How News Organizations Can Rethink Rankings
Credit: Screenshot
October 24, 2014

This article summarizes a research paper presented at the 2014 Computation + Journalism Symposium.  Nick Diakopoulos is co-chair of the organizing committee and an assistant professor at the University of Maryland Philip Merrill College of Journalism. See the full collection of research summaries.

In early October this year, LinkedIn dropped some data on the world of college rankings. By analyzing employment patterns from 300 million users, it was able to create school rankings based on the career outcomes of graduates. And whereas a school like Hofstra University is ranked nationally at a lowly No. 135 by U.S. News & World Report, LinkedIn has it swinging at a much higher weight: No. 2 for “Media Professionals” for example.

Rankings can sometimes be a mystery.
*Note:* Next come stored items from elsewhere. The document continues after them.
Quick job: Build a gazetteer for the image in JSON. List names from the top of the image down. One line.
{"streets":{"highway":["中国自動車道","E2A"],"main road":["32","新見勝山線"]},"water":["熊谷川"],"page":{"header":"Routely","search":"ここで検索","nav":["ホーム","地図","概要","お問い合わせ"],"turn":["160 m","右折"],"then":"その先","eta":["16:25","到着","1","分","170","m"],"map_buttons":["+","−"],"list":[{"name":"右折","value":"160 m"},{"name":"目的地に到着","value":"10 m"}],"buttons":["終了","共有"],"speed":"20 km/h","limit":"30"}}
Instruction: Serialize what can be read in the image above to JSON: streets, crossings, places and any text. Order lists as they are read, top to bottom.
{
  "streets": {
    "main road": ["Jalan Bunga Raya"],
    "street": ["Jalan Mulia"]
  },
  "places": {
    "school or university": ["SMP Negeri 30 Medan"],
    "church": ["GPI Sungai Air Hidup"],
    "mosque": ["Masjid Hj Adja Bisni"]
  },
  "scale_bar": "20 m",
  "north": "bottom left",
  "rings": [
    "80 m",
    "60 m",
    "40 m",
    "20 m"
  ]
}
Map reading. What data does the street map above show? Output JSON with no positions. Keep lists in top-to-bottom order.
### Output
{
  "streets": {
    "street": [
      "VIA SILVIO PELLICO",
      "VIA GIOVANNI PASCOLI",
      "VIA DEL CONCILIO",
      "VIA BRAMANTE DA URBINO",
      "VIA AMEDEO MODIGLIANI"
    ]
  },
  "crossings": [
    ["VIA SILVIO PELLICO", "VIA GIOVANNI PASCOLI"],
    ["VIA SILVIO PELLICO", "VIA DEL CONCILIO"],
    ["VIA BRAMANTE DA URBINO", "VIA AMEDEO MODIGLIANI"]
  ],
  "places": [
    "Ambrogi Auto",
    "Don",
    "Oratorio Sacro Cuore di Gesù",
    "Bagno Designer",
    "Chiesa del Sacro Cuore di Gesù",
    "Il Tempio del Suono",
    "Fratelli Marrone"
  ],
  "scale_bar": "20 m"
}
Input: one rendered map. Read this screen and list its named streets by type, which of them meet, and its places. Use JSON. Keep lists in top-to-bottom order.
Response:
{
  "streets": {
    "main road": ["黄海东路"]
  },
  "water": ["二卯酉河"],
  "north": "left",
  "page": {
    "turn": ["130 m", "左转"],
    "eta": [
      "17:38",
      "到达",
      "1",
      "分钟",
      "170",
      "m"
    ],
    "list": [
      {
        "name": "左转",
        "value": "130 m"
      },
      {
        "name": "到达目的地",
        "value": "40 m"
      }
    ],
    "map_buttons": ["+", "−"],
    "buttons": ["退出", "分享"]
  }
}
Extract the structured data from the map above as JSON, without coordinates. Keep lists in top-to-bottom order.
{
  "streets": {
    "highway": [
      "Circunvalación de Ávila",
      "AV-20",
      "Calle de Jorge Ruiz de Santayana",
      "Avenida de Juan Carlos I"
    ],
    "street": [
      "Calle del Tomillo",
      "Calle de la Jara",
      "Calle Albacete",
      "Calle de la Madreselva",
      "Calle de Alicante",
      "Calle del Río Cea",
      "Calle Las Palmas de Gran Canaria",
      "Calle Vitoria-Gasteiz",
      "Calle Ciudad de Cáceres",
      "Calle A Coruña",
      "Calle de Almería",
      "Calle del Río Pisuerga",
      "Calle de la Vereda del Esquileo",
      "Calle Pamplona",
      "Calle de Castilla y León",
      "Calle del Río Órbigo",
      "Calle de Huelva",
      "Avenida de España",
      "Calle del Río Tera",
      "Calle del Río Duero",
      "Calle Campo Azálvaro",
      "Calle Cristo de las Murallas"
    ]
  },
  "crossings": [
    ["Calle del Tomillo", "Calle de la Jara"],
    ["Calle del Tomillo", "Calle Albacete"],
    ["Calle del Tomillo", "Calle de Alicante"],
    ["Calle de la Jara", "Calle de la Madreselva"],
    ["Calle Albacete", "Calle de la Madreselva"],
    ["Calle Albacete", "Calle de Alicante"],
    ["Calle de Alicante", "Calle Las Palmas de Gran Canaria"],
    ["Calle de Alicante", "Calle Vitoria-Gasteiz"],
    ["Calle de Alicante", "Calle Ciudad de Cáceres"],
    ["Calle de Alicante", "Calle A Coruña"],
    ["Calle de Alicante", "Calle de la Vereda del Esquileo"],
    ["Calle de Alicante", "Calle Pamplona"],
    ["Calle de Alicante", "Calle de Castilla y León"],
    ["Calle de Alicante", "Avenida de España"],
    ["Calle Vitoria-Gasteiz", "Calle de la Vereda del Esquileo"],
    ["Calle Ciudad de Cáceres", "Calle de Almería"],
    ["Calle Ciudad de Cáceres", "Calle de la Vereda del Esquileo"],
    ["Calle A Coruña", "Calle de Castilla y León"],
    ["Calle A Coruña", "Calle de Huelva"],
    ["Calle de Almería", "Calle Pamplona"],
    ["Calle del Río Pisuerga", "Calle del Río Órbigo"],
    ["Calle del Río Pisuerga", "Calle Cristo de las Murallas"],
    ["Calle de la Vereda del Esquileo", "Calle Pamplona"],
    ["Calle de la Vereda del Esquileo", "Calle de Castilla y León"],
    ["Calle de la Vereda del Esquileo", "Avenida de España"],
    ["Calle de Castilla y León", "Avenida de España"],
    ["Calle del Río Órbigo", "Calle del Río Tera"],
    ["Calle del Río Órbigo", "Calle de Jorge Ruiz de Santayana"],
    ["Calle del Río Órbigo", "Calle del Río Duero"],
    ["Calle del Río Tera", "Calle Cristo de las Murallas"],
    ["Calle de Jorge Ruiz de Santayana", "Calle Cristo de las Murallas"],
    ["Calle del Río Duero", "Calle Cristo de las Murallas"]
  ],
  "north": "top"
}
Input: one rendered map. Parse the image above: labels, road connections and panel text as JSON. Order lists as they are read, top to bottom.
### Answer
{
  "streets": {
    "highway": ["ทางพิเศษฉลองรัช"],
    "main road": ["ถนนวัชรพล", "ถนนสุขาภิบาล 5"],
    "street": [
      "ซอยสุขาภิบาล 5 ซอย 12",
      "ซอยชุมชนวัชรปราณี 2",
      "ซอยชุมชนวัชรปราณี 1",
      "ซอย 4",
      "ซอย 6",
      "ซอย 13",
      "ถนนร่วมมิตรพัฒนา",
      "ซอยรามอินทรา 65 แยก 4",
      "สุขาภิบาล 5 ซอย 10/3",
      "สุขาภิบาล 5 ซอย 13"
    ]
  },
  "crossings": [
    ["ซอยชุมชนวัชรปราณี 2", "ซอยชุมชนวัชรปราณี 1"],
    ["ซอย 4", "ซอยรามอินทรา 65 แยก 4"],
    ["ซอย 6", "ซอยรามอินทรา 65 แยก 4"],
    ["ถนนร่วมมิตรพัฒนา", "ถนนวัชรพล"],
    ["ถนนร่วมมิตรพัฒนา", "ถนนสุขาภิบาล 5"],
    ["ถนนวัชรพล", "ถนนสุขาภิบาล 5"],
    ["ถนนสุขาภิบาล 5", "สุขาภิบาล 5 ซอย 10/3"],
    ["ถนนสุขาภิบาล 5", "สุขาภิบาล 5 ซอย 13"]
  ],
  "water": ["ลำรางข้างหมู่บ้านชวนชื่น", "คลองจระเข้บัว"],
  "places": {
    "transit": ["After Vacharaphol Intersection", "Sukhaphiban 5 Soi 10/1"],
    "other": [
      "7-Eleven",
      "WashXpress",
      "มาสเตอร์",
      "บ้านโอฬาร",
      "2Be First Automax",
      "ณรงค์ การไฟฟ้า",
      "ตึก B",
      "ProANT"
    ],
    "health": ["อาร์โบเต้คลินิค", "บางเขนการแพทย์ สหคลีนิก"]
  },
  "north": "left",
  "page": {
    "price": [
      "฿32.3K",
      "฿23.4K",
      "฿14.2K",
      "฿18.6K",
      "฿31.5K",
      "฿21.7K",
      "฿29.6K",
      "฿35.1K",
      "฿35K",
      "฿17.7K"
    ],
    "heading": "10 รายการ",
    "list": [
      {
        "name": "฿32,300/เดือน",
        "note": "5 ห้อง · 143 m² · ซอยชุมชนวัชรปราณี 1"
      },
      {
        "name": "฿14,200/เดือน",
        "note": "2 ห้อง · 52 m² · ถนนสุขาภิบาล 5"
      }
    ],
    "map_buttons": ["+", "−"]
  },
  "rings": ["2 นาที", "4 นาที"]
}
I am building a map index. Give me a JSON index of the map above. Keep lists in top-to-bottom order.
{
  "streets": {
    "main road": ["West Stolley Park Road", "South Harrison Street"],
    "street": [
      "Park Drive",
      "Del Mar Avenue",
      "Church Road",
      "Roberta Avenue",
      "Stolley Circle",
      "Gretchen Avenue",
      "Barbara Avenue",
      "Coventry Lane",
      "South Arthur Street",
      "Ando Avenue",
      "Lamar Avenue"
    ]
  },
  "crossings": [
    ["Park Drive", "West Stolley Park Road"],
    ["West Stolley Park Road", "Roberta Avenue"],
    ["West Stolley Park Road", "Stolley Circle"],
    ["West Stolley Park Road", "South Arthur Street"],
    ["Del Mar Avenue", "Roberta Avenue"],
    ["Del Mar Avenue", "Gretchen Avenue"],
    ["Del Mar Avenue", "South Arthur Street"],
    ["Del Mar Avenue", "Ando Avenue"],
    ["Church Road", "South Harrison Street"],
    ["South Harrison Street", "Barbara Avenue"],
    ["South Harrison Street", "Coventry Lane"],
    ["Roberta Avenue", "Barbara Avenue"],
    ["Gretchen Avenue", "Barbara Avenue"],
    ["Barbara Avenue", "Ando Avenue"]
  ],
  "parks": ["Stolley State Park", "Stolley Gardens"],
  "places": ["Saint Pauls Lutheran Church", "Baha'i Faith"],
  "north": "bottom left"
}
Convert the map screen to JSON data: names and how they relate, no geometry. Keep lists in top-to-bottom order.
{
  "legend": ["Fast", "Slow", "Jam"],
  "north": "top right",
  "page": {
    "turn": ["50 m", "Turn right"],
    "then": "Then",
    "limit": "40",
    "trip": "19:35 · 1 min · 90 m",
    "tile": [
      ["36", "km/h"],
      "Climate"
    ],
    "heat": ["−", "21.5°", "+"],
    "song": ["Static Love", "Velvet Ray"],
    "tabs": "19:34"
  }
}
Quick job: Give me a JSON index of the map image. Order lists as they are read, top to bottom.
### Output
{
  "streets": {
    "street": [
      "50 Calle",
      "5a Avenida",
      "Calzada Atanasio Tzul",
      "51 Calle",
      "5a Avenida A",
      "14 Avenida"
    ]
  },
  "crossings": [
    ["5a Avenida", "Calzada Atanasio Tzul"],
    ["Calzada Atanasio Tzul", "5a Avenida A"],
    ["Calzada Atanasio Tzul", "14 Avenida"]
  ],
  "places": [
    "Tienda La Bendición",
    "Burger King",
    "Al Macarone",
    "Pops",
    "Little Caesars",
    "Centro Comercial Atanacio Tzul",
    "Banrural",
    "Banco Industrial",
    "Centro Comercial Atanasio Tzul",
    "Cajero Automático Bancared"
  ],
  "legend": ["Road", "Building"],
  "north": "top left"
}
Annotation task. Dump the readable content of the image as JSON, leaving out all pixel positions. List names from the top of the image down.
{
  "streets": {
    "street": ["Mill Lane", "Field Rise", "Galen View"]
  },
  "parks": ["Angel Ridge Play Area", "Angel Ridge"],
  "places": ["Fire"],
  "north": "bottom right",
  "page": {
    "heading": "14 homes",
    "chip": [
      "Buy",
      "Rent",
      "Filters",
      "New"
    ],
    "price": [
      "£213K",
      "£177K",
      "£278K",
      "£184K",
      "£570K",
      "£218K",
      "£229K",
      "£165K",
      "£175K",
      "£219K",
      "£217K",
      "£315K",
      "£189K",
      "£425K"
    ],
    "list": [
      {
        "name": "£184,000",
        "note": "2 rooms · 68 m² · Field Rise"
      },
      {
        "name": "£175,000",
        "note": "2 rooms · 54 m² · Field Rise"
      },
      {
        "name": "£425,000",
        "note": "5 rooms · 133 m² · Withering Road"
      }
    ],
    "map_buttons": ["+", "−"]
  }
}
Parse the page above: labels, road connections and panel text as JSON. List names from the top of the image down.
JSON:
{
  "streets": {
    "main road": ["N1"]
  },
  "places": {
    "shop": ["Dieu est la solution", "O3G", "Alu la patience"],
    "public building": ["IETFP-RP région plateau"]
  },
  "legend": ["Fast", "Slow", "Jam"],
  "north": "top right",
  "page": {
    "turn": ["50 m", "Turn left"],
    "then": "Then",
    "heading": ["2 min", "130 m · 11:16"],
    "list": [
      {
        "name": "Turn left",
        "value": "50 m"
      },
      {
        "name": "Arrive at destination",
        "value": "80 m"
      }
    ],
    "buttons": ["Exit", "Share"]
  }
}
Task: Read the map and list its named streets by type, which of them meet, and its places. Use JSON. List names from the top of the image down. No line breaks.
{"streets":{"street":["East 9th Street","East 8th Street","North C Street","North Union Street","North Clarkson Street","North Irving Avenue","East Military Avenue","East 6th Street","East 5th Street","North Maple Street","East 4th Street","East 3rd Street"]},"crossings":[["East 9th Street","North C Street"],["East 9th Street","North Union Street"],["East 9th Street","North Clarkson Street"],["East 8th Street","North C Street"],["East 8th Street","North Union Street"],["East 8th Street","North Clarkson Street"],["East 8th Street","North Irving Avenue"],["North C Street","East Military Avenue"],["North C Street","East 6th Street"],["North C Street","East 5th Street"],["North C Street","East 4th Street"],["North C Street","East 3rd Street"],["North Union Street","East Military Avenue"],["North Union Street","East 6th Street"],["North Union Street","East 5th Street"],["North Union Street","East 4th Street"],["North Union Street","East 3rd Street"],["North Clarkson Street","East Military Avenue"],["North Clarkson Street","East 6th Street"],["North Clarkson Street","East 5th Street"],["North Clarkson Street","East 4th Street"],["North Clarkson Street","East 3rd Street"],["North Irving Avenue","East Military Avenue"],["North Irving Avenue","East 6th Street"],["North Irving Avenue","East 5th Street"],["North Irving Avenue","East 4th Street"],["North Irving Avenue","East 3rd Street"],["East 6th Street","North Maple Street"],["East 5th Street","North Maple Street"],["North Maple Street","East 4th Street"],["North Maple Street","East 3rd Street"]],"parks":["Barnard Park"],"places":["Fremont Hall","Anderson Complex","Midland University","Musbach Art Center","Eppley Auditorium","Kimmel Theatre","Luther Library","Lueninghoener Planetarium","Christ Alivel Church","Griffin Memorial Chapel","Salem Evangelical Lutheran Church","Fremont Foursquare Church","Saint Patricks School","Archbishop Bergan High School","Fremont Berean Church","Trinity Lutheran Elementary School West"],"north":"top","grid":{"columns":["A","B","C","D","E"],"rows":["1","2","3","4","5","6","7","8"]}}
It’s difficult to know exactly what’s feeding into them and how the various data sources are weighted and re-combined to result in a final ranking. Yet rankings can be incredibly important decision-making tools in our lives, informing everything from the day-to-day choice of a restaurant reservation, to the potentially life-changing decision of what university to attend.

Responsibly and accountably communicating data-driven rankings to the public opens a host of interesting questions in computational and data journalism. While such rankings may appear authoritative due to their quantification, editorial decisions abound: from how data inputs are defined, to what’s included or excluded, the weights of the inputs and even the algorithm used to synthesize the ranking. How might we redesign rankings to communicate these kinds of decisions more effectively?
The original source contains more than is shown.